*Instructions for the task*:
Report every line of the records that contains the word "labels".

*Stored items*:
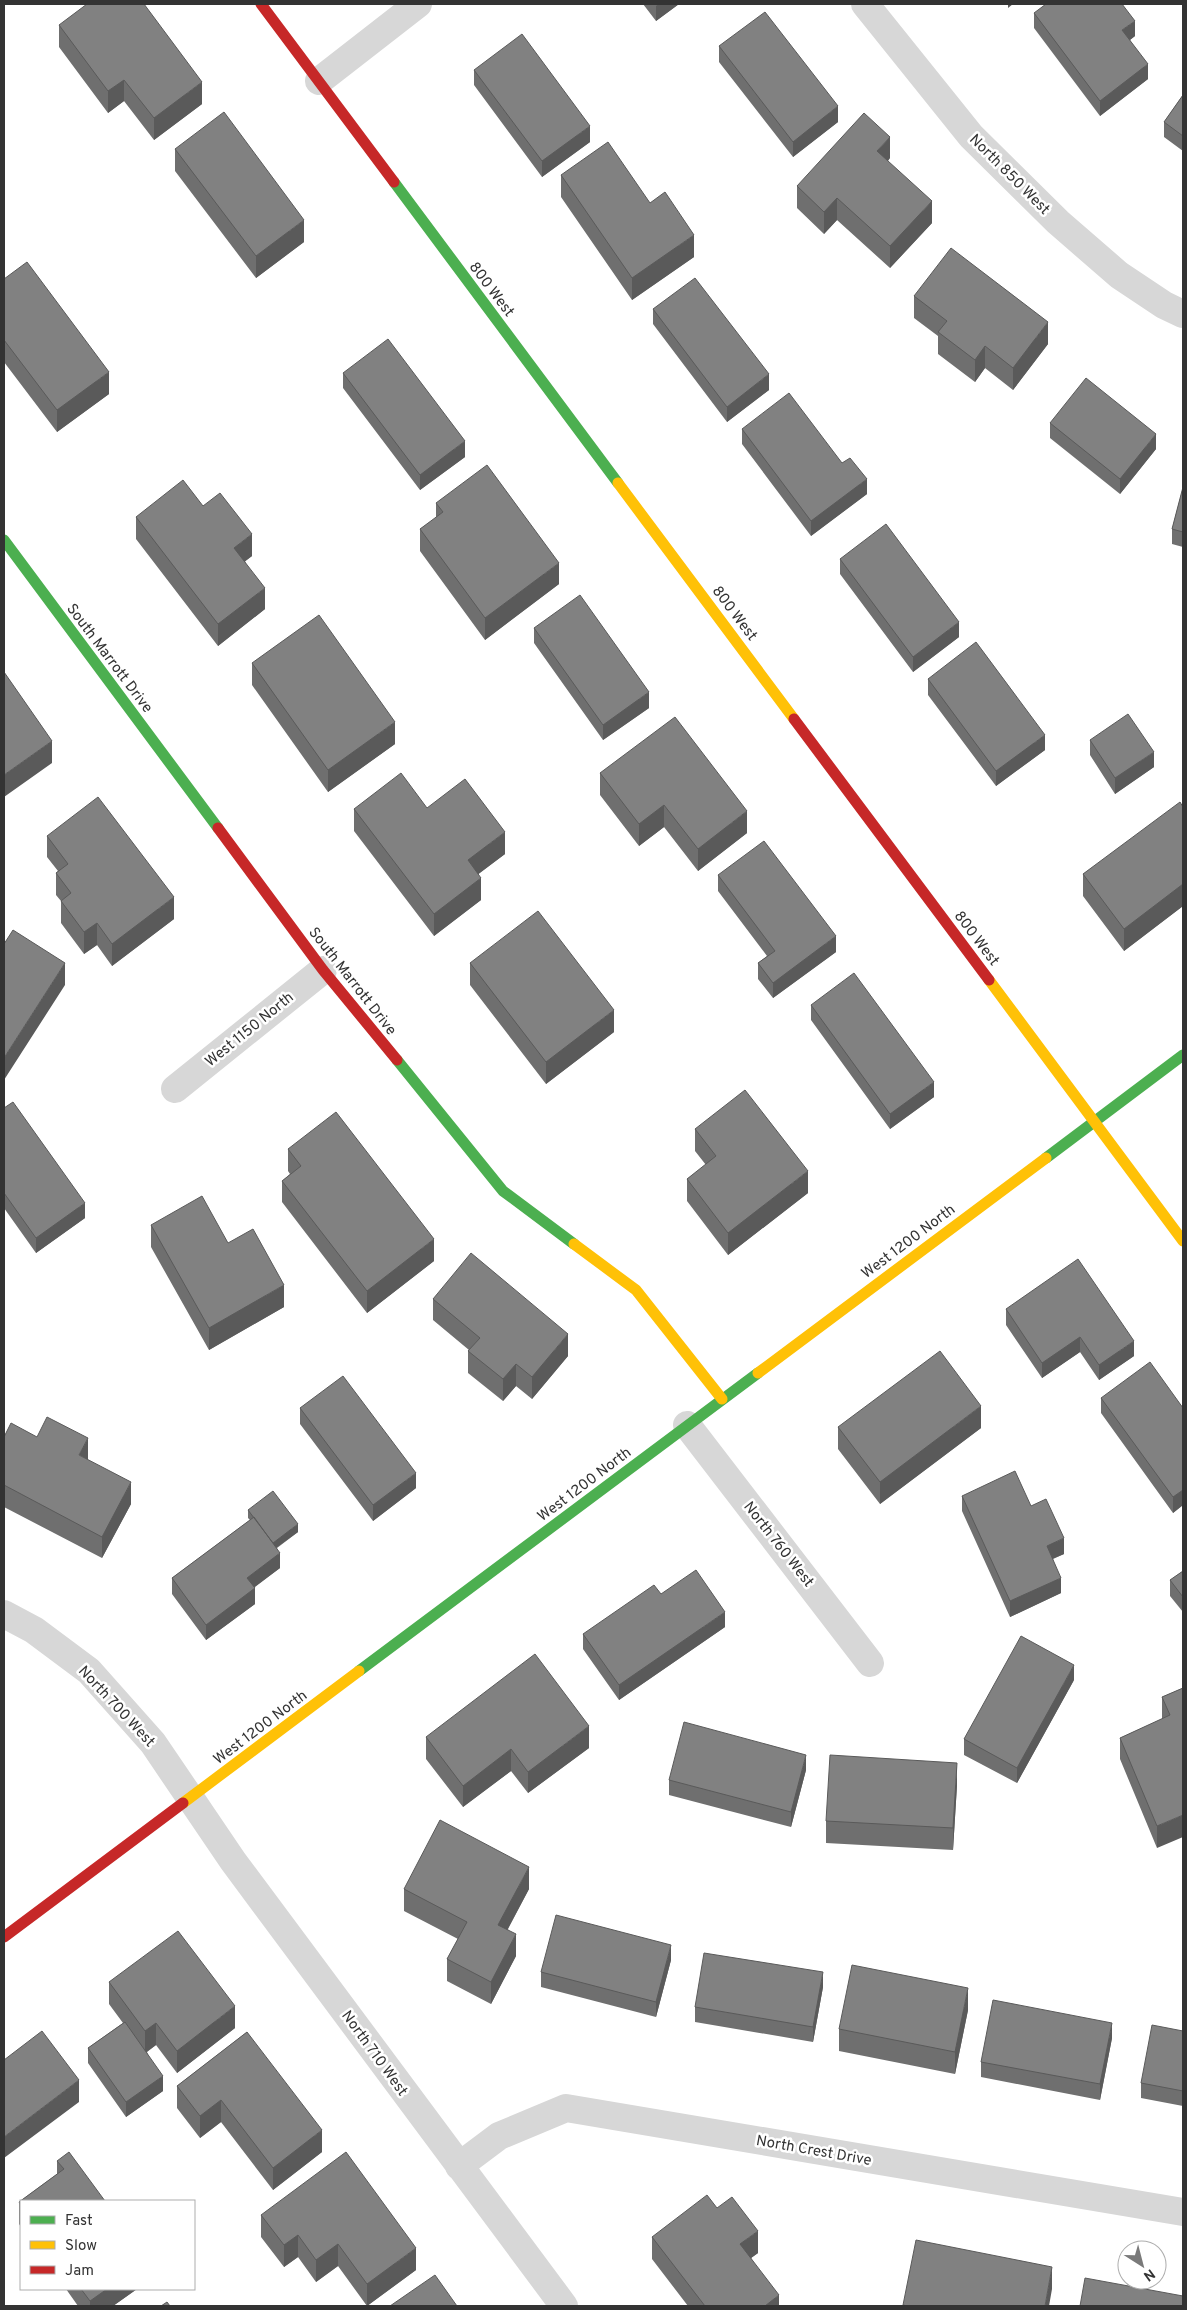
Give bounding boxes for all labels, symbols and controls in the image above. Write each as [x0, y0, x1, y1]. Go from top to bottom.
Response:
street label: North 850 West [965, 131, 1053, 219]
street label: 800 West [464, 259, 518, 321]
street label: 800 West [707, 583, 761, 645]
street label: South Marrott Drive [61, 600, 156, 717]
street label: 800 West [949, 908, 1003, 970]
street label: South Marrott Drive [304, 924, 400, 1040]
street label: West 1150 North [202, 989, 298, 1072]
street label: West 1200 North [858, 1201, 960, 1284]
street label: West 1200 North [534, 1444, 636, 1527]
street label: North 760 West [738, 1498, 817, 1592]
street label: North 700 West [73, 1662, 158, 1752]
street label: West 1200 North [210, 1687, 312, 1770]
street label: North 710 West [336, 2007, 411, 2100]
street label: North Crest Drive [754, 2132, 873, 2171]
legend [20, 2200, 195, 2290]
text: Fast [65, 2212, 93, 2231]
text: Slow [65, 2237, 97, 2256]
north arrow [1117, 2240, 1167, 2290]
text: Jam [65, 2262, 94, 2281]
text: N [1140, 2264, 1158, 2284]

* * *

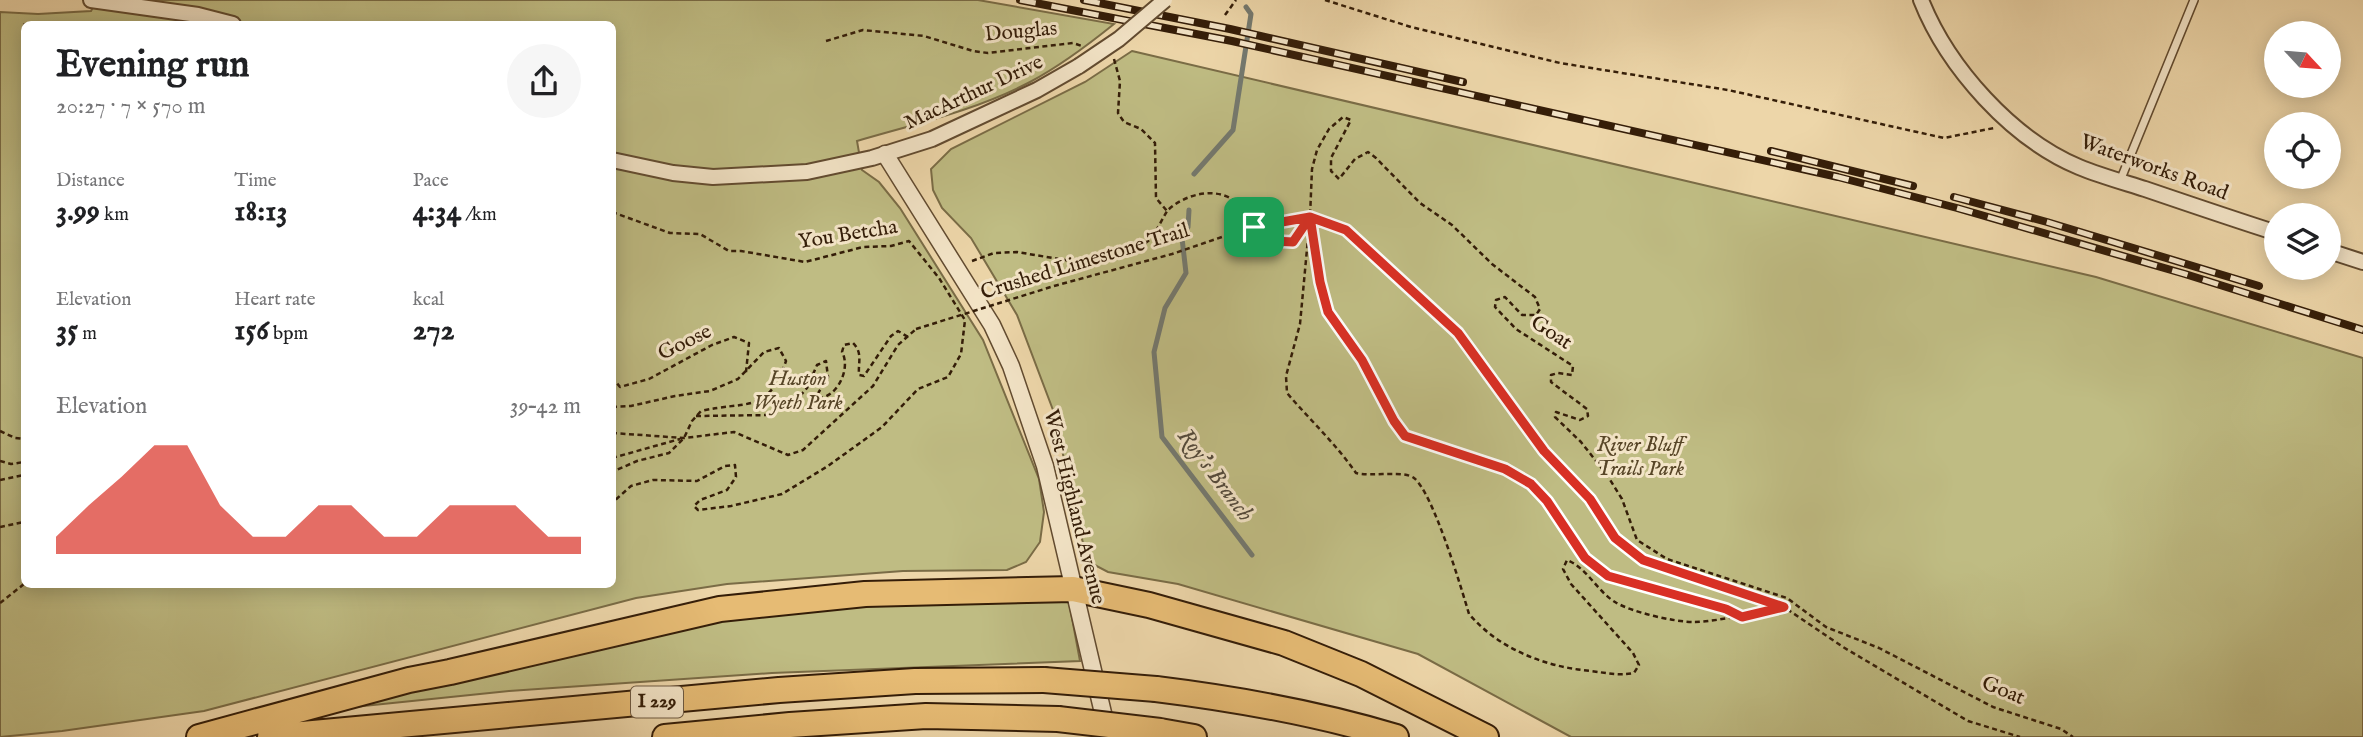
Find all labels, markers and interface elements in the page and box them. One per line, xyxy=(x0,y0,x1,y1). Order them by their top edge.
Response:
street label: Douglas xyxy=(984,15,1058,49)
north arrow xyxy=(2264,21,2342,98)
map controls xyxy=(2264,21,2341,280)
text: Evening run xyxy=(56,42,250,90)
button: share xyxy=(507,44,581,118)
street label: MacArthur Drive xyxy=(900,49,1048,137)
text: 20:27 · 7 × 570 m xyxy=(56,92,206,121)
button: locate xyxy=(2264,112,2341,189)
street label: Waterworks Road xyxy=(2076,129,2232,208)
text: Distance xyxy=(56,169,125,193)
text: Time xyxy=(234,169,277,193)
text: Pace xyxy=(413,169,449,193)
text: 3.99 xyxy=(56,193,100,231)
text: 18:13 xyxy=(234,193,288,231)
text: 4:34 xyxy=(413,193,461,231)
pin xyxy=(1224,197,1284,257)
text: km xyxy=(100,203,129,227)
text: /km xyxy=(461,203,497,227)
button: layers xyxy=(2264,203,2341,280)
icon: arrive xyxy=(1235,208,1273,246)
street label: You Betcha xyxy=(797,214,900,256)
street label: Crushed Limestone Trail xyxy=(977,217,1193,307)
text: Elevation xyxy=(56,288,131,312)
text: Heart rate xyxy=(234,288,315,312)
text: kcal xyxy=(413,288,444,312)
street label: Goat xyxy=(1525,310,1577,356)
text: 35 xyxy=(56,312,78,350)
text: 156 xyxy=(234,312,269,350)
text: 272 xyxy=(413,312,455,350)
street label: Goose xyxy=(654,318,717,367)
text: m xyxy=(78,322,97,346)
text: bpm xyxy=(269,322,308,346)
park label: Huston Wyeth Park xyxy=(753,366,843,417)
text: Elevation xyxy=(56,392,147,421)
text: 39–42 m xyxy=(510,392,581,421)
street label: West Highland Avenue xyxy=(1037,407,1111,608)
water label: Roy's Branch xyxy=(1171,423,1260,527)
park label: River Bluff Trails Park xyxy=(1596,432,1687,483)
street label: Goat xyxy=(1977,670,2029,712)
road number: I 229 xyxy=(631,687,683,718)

*Solution for this task*:
Give bounding boxes for all labels, symbols and controls in the image above. Write each as [x0, y0, x1, y1]. Go from top to bottom.
Find all labels, markers and interface elements in the page and box them. One per line, xyxy=(x0,y0,x1,y1). Order them by their top edge.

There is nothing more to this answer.